Dodoy Lah Dodoy (Hiburan ayah pada anak) Sulong Sulong ayah beranjak langkah dari laut bukalah hati bile kembali ade kabar tentang selat ade amanah dari layar ada cande dari sampan Sulong Sulong ayah tiap detik pelan terkayuh mengejar pantai disapa pasir kilau menyilau tatap menatap Sulong nyenyak sekejap harumlah mawar tak terusik jantung emaktak terkoyak atap nipah Sulong mendung mengulong dari muare jangan hirup bau keringat dade ayah berkayuh laut biru sebentar hujan menerjang Sulong
ayah suroh laut tertidur memeluk ikan-ikan berbantal lumut malam ini agar karang tak selalu garang.


Kegelisahan, luka dan kepasrahan juga diperlihatkan Teja Purnama.
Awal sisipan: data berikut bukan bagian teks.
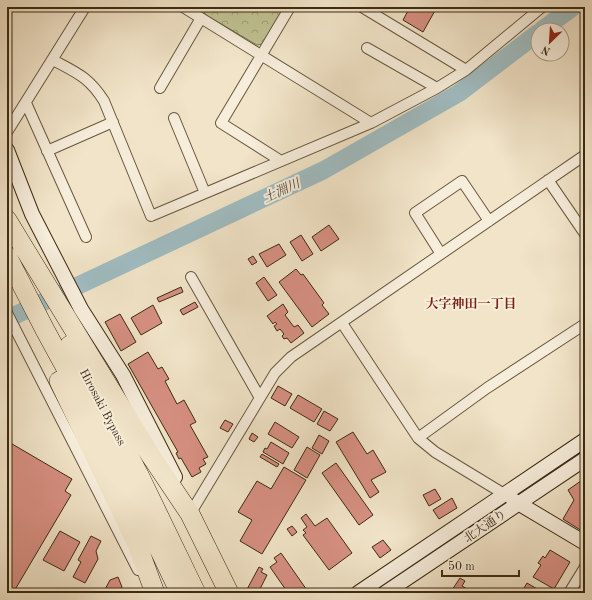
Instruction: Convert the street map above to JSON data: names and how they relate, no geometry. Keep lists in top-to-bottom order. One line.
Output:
{"streets":{"highway":["Hirosaki Bypass"],"street":["北大通り"]},"districts":["大字神田一丁目"],"water":["土淵川"],"scale_bar":"50 m","north":"bottom left"}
Namun berbeda dengan Adi Mujabir, di tangan penyair kelahiran Medan 19 Januari 1973 yang mengaku sudah menulis puisi dan cerpen sejak SMA dan sudah pula menghasilkan sejumlah antologi sajak seperti “Puisi-Puisi Koran Sabtu Pagi”, “Rentang”, “Dalam Kecamuk Hujan”,“Bumi”, “Jejak”, “Antologi Puisi Indonesia”, “Muara Tiga”, “Tengok 2” dan “Denting” ini, nuansa luka dan kegelisahan itu berhenti total pada kepasrahan. Bacalah sajaknya “Setelah Sholat” berikut ini;


Setelah Sholat kamu mengeluh lagi meragukan jarak bersama pernah kamu benar-benar meninggalkanKu tapi Kutau sesekali kau benar-benar menangis merinduKu pernah juga kamu begitu rajin menemuiKu seperti takut kehilangan waktu bahkan tak ragu, tak malu walau usai melupakanKu kini kamu tak tau lagi Kita makin dekat atau jauh.

Sebaliknya, di tangan Ys. Rat luka dan kegelisahan itu justru menjadi sangat sufistik maknanya. Terhadap luka itu, penyair kelahiran Medan, 8 Agustus 1962 ini rupanya tak mau pasrah begitu saja seperti Afrion atau Teja Purnama, sekalipun ia juga tak mencoba untuk berontak seperti Adi Mujabir. Ys. Rat justru “membaca luka” itu untuk menghayatinya. Penyair dengan prestasi yang cukup membanggakan ini, yang juga sudah menghasilkan sejumlah naskah Sandiwara seperti “Hus!”. “Ciluk.... Ba!”, “Bukan”, “Sampah”, “Bukan Mimpi”, “Jodoh” dan“Bum! Bam! Dum! Dam! Dor!”, bahkan mengajak pembaca untuk menjadikan luka sebagai suatu yang harus dihayati. Bacalah sajaknya berikut ini;




Membaca Penuh Penghayatan

Luka-Luka Kita Membaca matahari terbit dan terbenam seperti rombongan burung ketika pulang harus bersarang pada embun jadi terkulai di atas bebatuan mengering kalaupun menolak pengertian. Percuma waktu menggelepar sepanjang perjalanan ada yang melarang menghentikannya Membaca bulan purnama dan tertutup awan seperti lingkaran kucing ketika lapar harus bersekutu pada tikus tak bisa lain kecuali memangsa mimpi kalaupun mengharap belas kasihan. Sia-sia pagi berlumur liur tak berkesudahan ada yang menghadang di setiap perbatasan


Membaca bintang berkedip dan diam seperti barisan ikan ketika menari riang harus menyerah pada gelombang napas berakhir di jala tak bertuan kalaupun mengejar tepian. Tak guna pasir memanas mengurung peristirahatan ada yang menghalau setiap pemufakatan

Membaca matahari, bulan dan bintang adalah membaca penuh penghayatan luka-luka kita.

Sungguh, membaca sajak-sajak karya empat penyair Sumut ini, nyatalah sudah bahwa sekalipun keempatnya memendam luka yang sama, namun mereka punya cara pengucapan yang berbeda. Dan menurutku, itulah kekayaan sejati seorang penyair yang sebenarnya.